• WORK REQUEST
Once you reach the line containing "I am building a map index. Build", reproduce it and every later line exactly, through the end of the data.

• DATA SHOWN
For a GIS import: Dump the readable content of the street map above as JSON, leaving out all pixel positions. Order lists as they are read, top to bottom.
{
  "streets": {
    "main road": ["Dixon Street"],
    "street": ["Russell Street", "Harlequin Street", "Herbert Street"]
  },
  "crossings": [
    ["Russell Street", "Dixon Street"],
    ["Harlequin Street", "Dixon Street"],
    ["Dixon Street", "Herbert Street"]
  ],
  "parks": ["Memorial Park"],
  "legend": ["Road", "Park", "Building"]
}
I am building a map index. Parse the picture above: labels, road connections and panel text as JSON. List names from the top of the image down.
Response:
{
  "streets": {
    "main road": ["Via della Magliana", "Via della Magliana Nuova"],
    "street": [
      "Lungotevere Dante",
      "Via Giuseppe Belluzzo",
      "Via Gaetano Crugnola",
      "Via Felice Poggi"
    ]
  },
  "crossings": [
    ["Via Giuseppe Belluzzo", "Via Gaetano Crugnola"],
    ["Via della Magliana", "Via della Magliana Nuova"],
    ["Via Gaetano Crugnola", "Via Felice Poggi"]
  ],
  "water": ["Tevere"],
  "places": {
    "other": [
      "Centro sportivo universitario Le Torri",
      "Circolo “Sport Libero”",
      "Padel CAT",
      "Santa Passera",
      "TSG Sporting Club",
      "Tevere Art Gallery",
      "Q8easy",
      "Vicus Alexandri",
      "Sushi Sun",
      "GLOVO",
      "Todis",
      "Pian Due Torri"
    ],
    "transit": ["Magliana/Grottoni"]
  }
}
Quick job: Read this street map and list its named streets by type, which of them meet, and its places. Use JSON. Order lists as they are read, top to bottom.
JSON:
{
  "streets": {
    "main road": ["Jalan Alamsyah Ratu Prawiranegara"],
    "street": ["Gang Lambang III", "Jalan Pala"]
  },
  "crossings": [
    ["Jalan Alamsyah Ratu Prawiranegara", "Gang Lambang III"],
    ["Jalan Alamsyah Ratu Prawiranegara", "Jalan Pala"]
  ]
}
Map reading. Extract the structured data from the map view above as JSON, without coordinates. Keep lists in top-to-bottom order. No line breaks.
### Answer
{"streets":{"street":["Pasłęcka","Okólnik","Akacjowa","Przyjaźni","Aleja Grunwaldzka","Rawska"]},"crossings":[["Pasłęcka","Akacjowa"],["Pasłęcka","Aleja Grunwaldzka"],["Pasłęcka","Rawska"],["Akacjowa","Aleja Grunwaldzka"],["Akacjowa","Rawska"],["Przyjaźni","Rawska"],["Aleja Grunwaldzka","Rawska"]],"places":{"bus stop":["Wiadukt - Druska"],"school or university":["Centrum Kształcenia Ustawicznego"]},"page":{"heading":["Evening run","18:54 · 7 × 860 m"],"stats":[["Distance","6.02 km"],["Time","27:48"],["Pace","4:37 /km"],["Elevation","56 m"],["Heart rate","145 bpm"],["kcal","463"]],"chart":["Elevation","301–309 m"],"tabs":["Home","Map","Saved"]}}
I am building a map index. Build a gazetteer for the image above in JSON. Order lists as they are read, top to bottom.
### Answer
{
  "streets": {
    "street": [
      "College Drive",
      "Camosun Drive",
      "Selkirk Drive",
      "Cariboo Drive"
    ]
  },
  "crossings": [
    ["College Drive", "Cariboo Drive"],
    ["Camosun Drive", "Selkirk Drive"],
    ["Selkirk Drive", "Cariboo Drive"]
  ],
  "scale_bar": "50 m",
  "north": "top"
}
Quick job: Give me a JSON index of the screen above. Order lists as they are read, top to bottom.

• SOLUTION TO THIS PROBLEM
I am building a map index. Build a gazetteer for the image above in JSON. Order lists as they are read, top to bottom.
### Answer
{
  "streets": {
    "street": [
      "College Drive",
      "Camosun Drive",
      "Selkirk Drive",
      "Cariboo Drive"
    ]
  },
  "crossings": [
    ["College Drive", "Cariboo Drive"],
    ["Camosun Drive", "Selkirk Drive"],
    ["Selkirk Drive", "Cariboo Drive"]
  ],
  "scale_bar": "50 m",
  "north": "top"
}
Quick job: Give me a JSON index of the screen above. Order lists as they are read, top to bottom.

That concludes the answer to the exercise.